Oh, and I didn't experience motion sickness, though there were a couple of near misses there -- thank heaven for the stomach-settling properties of cold soda.

Still and all, I recommend this movie without hesitation. It's just a fantastic piece of cinema, brilliantly executed. Go see it.
eurydicebound: (Default)
I've realized today that I'm going through one of my "cook? You want me to cook? I don't know how to do that!" phases again. I get like this every so often, usually when I'm stressed or having to concentrate elsewhere or whatever. I can cook and I'm not bad at it, but I don't think I'll ever really love doing it... and during times like this, the part of my brain that has a grudging appreciation/skill for it just shuts off entirely.

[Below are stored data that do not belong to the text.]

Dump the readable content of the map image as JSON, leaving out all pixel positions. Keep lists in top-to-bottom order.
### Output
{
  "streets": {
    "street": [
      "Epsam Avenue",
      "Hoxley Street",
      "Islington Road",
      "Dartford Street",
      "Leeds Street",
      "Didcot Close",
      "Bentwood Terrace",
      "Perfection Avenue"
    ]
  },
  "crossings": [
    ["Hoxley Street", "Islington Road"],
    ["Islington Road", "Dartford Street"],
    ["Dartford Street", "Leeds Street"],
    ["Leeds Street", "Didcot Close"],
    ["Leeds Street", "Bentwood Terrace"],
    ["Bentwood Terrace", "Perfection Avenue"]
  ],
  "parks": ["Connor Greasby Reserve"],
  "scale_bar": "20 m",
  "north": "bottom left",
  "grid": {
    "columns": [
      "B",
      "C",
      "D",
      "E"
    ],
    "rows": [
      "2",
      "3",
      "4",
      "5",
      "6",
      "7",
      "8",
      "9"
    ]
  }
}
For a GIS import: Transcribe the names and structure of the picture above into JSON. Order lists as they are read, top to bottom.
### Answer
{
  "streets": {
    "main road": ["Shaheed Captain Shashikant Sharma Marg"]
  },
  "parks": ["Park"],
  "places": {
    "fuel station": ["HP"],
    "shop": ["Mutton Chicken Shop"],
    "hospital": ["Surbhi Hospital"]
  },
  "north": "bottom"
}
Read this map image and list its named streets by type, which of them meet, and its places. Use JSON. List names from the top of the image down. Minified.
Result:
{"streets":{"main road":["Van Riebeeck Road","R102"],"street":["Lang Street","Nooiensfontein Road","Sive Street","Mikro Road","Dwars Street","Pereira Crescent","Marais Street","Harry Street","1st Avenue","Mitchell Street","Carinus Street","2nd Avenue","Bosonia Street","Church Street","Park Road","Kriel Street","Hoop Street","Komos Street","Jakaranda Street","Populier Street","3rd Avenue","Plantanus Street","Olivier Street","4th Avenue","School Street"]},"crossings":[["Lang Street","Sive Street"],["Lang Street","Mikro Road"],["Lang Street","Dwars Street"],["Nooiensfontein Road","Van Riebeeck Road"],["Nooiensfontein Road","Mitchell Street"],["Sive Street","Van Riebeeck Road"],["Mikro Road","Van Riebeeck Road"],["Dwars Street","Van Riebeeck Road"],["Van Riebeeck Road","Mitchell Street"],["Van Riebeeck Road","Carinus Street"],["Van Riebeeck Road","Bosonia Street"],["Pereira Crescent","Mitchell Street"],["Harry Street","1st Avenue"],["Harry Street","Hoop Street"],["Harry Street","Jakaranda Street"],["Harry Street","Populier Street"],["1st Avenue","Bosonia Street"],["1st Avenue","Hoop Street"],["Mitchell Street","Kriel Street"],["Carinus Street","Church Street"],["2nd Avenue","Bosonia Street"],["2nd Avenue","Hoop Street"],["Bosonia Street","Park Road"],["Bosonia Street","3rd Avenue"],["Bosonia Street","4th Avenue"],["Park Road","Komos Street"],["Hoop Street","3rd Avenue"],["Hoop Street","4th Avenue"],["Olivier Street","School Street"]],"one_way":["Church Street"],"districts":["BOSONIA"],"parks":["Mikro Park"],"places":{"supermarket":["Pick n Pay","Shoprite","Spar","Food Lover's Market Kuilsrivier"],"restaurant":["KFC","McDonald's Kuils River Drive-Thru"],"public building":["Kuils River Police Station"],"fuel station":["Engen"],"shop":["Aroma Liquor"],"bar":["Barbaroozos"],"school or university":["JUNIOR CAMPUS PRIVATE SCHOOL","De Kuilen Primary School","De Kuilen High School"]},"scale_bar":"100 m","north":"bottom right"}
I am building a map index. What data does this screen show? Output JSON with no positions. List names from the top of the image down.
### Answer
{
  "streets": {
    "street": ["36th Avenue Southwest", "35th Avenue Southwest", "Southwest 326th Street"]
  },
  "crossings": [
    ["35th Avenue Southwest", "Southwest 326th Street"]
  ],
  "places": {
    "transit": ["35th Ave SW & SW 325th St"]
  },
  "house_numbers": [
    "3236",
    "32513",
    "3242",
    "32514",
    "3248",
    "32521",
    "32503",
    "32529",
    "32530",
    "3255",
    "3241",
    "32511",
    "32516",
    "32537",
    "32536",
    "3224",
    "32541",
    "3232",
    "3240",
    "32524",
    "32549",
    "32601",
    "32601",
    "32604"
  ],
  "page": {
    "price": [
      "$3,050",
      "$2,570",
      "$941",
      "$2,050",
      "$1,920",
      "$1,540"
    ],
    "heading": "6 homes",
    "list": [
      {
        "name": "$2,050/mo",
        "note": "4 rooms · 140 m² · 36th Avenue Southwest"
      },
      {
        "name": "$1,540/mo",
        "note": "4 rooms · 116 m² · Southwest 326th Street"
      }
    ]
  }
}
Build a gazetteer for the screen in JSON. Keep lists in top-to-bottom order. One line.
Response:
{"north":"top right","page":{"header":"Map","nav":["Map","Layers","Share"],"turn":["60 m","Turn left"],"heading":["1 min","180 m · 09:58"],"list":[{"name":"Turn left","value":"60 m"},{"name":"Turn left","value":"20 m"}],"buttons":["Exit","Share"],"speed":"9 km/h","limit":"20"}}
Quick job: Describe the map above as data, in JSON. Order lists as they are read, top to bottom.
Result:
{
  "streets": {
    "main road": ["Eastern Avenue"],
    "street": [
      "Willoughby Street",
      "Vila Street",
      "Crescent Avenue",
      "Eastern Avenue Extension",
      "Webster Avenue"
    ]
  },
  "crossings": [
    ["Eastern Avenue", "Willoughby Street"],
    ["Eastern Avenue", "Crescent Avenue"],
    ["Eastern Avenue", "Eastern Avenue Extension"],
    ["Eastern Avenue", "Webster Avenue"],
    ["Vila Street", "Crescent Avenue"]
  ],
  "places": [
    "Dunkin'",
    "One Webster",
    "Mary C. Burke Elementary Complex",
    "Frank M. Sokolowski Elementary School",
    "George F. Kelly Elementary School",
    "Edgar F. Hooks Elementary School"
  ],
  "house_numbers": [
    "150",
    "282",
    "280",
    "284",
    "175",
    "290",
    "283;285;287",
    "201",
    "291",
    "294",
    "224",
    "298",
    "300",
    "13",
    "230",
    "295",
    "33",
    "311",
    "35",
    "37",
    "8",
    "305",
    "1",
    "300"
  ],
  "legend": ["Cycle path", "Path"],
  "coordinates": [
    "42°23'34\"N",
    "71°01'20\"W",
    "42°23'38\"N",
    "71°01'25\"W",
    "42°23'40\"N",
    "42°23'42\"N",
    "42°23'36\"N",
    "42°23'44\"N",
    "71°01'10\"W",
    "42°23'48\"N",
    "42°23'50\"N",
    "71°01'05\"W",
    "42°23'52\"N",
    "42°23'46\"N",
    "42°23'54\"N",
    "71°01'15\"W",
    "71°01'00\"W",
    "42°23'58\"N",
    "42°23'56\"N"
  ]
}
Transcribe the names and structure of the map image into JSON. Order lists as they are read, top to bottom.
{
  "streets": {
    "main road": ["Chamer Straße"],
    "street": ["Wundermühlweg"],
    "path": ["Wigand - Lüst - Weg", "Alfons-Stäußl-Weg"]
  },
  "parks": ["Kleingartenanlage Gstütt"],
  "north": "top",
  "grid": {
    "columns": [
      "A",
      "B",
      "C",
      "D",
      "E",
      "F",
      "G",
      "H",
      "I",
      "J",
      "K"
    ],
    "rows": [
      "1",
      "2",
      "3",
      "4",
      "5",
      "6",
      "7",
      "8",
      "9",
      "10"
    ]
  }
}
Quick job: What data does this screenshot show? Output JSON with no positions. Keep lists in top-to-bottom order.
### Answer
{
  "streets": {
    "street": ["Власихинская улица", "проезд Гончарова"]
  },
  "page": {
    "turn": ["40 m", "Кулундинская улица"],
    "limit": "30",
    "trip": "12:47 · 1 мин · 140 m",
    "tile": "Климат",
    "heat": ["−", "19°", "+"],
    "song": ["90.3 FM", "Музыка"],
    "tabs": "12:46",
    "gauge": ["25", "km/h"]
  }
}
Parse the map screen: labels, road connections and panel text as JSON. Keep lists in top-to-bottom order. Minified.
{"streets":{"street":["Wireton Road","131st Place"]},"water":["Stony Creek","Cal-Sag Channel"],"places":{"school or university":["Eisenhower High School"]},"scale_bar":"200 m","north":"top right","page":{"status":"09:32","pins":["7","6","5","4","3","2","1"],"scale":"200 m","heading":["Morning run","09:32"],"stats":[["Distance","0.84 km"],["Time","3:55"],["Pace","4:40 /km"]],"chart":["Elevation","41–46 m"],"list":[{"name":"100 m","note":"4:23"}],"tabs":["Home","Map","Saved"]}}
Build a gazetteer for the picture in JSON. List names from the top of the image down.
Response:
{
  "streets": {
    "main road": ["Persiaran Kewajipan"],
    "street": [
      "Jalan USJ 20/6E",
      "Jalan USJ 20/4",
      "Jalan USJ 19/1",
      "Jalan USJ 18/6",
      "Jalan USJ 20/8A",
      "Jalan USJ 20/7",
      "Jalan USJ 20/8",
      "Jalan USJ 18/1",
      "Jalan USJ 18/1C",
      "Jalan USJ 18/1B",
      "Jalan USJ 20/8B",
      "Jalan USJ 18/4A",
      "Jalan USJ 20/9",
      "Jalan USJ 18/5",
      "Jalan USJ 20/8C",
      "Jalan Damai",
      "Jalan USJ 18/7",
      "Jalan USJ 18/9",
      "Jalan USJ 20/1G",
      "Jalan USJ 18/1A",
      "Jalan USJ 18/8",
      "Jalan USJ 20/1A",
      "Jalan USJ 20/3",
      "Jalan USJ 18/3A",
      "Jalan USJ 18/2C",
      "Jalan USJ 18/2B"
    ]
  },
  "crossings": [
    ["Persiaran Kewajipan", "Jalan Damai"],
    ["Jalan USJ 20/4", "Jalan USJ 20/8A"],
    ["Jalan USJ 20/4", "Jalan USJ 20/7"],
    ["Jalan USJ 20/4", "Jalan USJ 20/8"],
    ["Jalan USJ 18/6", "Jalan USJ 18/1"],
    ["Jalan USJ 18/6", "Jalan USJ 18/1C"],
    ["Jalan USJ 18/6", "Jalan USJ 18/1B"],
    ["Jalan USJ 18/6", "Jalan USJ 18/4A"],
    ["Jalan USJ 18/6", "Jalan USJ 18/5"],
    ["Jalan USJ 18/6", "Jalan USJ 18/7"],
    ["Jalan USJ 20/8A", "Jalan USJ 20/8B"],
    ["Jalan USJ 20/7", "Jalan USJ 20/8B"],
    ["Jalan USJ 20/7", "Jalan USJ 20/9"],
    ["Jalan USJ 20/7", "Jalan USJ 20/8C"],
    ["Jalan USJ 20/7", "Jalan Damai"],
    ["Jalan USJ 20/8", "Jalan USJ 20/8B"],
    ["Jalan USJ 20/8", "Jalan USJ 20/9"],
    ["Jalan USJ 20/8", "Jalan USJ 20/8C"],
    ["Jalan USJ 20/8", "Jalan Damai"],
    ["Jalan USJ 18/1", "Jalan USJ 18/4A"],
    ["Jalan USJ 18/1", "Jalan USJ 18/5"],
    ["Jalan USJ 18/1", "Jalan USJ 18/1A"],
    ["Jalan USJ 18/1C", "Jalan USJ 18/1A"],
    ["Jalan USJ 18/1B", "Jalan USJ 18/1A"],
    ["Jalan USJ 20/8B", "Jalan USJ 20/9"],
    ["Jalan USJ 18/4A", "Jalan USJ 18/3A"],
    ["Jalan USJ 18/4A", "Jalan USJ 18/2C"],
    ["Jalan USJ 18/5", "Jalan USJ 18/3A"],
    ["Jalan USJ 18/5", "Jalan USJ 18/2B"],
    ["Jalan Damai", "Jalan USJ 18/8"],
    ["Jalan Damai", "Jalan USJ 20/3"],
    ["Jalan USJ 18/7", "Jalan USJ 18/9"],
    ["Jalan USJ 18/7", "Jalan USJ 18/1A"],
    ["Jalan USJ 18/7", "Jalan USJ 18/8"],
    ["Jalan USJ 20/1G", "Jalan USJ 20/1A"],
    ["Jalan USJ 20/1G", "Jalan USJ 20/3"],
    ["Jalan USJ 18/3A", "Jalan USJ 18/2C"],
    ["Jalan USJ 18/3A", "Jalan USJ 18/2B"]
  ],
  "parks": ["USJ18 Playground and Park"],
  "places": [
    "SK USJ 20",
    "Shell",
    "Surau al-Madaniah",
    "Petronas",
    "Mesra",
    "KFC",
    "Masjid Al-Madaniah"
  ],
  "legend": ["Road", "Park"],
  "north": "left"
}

I'm sitting here making a grocery list, and damn if I can't think of anything more than bread, milk, and drinks to put on it. I've realized that I could make soup, but then when I try to pin down ingredients and a process, the brain refuses to cooperate and I can't figure out for the life of me how to make actual soup. (yes, I could go get a recipe, but it doesn't do any good if none of them sound appealing.)

I think I'm just busy and annoyed at my weight and unable to concentrate on this stuff, which sucks. I don't want to buy frozen or preprocessed thing X for no better reason than I can't put together how to cook... well, anything right now, really. And yet I need to be cooking, cause eating out or eating crap is expensive in the long run.

Edit: Cooking quandry solved. Recipes found. Texas-style chili made using beef, onion, red wine, spices, and beer. Definitely the most adult chili I've ever made. My point still stands.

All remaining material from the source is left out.